Annihilation (Southern Reach Trilogy 1) by Jeff VanderMeer

Annihilation is the first in a series of three science-fiction novels by Jeff VanderMeer, with the other two due to be published later this year. I'm glad there are two more books to come, because Annihilation is one of those novels that raises more questions than it answers - although it remains to be seen whether the next two books in the series actually offer any solutions or simply deepen the mystery.

Annihilation tells the story - in a sense - of a group of unnamed researchers entering Area X, a large stretch of coastal landscape rendered uninhabitable by 'the Event' some years previously. They have been recruited by Southern Reach, an agency that appears to monitor the border - if there really is one - between Area X and the rest of the world.

None of the expedition party knows what the Event was. None of them knows what it is about Area X that might be dangerous or why nobody can live there. They are led by 'the psychologist' who has trained them for the expedition and by whom they are constantly manipulated by hypnotic suggestion. Their equipment is inexplicably low-tech and their entry into Area X is something none of them can properly recall. They are known to one another only by their roles in the team - the biologist, the surveyor, the anthropologist and so on.

In short, everything in Area X is unknown, and as a result the group exists in a constant and debilitating state of unease and dread. There are vague hints on almost every page that something terrible, something sinister and watchful, lurks within the landscape, and yet nobody is ever quite sure what it might be. It's only a matter of days before the group begins to behave oddly, as if they are somehow absorbing the indefinable oddness of the environment. It's also clear that their perceptions of what they encounter vary considerably. A structure they discover is a 'tower' to our narrator but a 'tunnel' to the others. What is real and what isn't? And what does 'real' mean in Area X anyway?

There is a strong sense of Lovecraftian horror that runs throughout Annihilation, combined with a skilled, calculated matter-of-factness - the narrator is a biologist well known for her observant detachment - that reminds me of John Wyndham (high praise from me: Wyndham is probably my favourite science-fiction writer of all time).

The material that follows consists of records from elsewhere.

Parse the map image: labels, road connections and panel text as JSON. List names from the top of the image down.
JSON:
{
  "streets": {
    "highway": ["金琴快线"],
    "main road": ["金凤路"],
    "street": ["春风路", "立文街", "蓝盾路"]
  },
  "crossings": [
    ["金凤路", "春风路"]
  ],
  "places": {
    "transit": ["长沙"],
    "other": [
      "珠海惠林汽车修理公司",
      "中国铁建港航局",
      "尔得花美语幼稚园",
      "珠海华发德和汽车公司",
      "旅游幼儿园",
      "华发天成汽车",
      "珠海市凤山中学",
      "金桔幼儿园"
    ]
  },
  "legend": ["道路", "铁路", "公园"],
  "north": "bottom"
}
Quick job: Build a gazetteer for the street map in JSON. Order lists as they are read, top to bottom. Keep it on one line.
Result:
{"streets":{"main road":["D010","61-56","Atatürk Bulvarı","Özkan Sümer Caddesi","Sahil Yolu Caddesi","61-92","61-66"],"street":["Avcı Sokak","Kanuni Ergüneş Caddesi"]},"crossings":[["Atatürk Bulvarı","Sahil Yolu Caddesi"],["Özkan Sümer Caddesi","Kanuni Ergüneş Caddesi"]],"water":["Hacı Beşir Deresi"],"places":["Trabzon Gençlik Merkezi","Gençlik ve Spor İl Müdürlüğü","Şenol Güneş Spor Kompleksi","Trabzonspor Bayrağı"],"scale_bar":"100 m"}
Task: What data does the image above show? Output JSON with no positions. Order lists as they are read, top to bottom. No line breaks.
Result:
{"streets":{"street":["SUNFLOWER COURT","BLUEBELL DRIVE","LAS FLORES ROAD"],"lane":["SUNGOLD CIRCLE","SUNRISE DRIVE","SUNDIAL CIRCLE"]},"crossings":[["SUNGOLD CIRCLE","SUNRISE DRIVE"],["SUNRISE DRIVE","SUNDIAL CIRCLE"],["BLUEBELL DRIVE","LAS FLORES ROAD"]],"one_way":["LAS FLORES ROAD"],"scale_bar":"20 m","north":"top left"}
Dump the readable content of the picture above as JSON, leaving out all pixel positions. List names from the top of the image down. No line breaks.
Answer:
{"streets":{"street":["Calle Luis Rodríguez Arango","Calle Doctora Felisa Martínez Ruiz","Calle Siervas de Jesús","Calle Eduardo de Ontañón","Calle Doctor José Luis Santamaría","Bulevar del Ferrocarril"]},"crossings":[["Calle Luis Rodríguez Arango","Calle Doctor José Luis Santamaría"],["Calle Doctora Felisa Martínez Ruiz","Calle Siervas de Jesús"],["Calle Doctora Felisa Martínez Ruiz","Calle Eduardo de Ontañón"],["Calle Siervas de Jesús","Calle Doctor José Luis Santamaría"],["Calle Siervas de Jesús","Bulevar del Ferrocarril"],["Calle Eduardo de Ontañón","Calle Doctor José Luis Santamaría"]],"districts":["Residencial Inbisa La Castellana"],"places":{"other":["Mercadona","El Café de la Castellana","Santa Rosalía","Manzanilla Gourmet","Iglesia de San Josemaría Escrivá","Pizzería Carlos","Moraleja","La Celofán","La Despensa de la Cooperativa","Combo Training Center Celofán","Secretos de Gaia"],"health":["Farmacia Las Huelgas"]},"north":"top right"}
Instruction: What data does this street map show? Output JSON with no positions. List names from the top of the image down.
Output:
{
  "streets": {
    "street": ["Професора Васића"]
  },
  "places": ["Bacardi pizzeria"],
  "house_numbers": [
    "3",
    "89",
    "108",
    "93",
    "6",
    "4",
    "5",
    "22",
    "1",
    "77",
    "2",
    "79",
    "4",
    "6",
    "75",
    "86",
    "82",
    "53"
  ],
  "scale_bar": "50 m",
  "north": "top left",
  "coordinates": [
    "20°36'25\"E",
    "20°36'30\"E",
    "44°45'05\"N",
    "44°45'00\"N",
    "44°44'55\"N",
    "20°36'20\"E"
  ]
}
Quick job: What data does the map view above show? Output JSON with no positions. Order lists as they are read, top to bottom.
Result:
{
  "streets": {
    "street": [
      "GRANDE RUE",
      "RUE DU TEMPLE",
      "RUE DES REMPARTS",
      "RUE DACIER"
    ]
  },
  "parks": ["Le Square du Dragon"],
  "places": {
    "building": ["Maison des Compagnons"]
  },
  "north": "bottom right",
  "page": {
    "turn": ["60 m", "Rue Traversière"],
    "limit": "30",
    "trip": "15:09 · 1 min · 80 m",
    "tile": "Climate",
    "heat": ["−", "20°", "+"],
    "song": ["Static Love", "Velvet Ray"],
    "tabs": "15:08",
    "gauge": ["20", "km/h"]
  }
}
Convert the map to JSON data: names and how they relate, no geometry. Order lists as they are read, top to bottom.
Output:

It's fair to say that there are certainly moments when the narrative becomes more elaborate and descriptive, almost hallucinatory, as events take their psychological and physical toll on the biologist, but for me these are much less effective in building atmosphere than the subtler, more ambiguous allusions in the earlier chapters.
The nature of the story also means that character development is mostly secondary, and the biologist's expedition team mates are little more than an aid to driving the plot, but the biologist herself is, while clearly an unreliable and selective storyteller, reasonably well-drawn with enough back-story to induce me to care what happened to her.

If, like me, you enjoy books that question and confuse the reader, full of ambiguities and unspecified, unsettling suggestions that things are Just Not Quite Right, and you're open to the 'New Weird', Annihilation is definitely one for you.

The second novel in the trilogy, Authority, is due out in May.